Neutrions are produced and detected as flavor eigenstates $\nu_{\alpha}$ with $\alpha=e, \mu, \tau$. These states have no fixed mass, but are the combinations of three mass eigenstates $\nu_{k}$ with $k=1, 2, 3$, with mass $m_1$, $m_2$ and $m_3$, respectively. My questions are:
a) do neutrinos travel from source to the detector as flavor eigenstates or mass eigenstates?
b) is it possible to know which mass eigenstate the neutrino is in?
(a) They start as a flavor eigenstate, which is a super position of mass eigenstates. The mass eigenstates have different time evolution, hence the state is, in general, a mixed state in either basis.
(b) No. As an analogy, consider polarized photons and Faraday rotation--it may start out + polarized, rotate to a mixture of + & - (with coefficients a & b) and then at your + detector you see it $a^2$ fraction of the time, and $b^2$ you don't. In either case, you can't say which state a particular photon was in.

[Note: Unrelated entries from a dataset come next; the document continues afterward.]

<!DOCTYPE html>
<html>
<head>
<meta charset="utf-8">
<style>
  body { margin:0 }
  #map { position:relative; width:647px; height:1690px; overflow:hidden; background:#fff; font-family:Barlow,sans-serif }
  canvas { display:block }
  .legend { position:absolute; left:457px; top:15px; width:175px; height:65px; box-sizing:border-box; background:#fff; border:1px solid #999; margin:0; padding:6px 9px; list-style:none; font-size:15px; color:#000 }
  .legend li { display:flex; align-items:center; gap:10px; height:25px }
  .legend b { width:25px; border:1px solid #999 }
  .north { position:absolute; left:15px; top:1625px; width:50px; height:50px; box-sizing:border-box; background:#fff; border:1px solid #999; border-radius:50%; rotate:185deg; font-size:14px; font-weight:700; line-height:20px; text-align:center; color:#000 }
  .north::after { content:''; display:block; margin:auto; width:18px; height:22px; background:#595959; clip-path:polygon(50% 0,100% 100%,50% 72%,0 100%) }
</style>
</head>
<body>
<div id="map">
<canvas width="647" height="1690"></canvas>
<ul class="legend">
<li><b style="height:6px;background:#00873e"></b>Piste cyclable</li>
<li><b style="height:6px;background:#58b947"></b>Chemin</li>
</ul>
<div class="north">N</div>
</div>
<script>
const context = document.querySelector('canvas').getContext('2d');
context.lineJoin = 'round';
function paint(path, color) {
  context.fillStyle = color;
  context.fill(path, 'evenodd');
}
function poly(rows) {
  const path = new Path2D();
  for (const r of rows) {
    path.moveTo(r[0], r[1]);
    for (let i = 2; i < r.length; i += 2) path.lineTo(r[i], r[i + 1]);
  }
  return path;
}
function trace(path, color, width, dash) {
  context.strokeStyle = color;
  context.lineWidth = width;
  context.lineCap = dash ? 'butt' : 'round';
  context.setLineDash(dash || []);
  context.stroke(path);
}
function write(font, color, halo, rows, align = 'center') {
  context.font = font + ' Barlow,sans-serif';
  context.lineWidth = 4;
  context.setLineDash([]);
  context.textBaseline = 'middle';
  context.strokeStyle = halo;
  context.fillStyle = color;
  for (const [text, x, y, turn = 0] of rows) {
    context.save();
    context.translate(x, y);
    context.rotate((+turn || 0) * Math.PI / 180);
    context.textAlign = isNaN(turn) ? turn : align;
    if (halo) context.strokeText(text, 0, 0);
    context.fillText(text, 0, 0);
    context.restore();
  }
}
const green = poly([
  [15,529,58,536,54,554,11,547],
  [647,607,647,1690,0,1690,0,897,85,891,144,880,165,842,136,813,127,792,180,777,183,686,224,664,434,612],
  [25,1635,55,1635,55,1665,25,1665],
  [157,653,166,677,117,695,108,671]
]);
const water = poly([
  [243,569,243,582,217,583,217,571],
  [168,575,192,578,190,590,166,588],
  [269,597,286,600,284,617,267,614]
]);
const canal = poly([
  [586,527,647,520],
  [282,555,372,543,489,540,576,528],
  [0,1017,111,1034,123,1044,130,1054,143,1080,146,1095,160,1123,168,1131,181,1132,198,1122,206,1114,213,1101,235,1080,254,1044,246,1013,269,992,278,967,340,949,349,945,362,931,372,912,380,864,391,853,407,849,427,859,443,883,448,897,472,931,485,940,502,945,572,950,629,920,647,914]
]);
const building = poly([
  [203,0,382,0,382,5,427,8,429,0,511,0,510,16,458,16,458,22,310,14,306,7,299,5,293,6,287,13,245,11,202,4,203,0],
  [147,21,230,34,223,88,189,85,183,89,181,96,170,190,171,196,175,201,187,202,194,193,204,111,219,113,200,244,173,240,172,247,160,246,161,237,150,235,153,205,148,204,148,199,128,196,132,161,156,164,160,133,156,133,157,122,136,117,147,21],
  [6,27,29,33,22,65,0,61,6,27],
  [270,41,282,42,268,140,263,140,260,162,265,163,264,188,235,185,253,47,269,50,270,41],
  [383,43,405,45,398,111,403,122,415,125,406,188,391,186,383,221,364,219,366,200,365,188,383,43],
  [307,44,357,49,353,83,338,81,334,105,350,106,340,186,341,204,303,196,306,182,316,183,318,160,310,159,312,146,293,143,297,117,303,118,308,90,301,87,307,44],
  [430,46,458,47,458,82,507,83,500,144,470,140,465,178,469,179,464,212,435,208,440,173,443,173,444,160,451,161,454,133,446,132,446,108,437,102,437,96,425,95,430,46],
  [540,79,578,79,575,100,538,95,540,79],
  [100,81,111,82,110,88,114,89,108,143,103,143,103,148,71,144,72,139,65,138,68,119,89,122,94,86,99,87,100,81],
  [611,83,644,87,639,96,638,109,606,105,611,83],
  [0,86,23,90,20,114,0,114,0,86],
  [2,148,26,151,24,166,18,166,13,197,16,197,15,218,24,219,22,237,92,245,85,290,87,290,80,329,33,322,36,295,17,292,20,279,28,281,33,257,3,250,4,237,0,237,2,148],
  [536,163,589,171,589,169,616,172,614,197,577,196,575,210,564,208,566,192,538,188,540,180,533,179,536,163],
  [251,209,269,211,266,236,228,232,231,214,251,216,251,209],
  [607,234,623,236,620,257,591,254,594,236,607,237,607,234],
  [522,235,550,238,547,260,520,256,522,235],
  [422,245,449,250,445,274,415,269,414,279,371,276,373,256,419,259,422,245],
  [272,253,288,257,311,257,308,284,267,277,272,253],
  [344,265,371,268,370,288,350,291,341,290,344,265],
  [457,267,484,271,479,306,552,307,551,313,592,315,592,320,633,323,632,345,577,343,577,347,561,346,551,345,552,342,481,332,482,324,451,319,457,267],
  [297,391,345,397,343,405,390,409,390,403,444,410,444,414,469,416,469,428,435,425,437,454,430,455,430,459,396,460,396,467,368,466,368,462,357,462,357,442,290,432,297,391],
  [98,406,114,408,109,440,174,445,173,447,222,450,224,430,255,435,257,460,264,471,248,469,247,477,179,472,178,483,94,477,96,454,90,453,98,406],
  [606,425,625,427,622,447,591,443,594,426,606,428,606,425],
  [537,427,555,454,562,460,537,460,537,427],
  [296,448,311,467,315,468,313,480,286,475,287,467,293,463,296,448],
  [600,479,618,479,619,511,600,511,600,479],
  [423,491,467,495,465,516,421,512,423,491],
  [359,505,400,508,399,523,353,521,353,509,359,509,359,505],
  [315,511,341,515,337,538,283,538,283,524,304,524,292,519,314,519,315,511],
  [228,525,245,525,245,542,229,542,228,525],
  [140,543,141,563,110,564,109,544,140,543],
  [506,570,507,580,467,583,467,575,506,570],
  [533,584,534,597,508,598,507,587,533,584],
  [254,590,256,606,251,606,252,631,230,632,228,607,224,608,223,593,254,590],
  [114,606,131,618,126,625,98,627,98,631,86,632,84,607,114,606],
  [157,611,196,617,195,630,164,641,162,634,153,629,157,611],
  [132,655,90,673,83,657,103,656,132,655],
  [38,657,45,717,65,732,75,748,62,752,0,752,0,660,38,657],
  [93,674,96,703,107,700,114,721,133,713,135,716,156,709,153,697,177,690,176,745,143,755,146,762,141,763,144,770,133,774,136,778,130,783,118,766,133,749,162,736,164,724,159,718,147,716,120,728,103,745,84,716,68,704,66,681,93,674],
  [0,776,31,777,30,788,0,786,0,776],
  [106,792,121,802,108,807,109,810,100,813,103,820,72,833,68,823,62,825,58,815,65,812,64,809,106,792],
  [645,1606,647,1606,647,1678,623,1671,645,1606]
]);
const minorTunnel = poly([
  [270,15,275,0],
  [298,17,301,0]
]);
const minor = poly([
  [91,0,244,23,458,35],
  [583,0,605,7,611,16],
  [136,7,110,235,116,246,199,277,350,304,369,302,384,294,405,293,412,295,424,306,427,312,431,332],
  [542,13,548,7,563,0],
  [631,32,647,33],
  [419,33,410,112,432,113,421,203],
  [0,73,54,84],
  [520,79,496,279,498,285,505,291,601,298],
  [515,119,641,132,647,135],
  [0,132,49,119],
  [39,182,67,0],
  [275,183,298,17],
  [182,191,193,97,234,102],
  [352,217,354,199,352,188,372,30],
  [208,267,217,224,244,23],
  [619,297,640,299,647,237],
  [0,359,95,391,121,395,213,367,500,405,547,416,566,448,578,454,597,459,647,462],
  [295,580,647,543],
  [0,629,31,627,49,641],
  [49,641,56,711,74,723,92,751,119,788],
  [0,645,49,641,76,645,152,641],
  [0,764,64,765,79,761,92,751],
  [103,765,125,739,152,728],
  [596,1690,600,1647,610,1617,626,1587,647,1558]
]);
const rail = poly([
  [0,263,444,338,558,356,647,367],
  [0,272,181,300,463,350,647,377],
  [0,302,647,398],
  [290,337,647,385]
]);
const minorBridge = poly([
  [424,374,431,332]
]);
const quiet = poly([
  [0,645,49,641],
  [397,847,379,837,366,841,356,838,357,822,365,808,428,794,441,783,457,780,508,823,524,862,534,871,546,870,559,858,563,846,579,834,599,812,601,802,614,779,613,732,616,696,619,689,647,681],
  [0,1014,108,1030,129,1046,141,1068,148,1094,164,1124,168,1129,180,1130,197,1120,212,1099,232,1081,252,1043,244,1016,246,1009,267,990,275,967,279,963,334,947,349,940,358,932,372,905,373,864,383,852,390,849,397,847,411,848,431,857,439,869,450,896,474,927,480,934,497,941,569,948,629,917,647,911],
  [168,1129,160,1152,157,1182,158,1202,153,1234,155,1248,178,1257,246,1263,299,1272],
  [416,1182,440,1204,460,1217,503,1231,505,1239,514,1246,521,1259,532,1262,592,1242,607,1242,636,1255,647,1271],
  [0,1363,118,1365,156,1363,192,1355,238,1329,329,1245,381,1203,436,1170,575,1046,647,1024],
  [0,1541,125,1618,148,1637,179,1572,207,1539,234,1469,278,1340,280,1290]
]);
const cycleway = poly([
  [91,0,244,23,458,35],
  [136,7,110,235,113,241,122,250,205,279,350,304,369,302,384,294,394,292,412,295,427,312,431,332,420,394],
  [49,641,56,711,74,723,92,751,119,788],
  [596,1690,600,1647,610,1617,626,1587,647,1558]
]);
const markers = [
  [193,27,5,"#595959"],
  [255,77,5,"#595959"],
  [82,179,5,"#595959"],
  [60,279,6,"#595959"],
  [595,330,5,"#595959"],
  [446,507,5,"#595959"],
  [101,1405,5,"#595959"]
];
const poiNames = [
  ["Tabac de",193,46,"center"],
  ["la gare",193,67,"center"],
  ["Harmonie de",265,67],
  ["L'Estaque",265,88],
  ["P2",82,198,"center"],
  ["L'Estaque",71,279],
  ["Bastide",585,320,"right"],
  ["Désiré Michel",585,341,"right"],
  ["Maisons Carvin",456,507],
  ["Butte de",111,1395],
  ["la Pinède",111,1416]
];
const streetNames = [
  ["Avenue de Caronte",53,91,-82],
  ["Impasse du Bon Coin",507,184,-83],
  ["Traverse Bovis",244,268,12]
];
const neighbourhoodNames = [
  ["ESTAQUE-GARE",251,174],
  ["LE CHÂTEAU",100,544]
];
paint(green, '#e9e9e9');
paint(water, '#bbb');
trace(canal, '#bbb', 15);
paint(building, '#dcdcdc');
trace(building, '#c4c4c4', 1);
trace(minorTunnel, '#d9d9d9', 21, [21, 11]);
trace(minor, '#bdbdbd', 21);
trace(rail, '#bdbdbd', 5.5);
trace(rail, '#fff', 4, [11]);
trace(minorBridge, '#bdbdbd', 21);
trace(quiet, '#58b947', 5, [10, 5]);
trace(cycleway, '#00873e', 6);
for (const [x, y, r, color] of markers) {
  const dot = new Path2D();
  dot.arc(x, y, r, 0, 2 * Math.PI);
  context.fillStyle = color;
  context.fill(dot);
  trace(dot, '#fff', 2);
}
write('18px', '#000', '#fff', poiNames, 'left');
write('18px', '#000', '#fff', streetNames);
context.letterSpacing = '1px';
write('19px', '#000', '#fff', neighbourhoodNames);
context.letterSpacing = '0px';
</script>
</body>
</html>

(b') Can we detect a $\nu_e$ and know it's mass? Can it have the mass of a $\nu_{\tau}$? The $\nu_e$ doesn't have "a" mass, it has 3:
$|\nu_e\rangle=0.82|\nu_1\rangle+0.54|\nu_2\rangle-0.15|\nu_3\rangle$
while a tau-neutrino:
$|\nu_{\tau}\rangle=0.44|\nu_1\rangle-0.45|\nu_2\rangle-0.77|\nu_3\rangle$
So, "yes", if we measure it's mass, then it will have a mass that a tau neutrino mass measurement could yield.
In theory: it's not a sensible question to ask, since flavor eigenstates aren't mass eigenstates.
In practice: we do not know the masses of the mass eigenstates, and their differences are much less than an eV--so how are you going the measure that?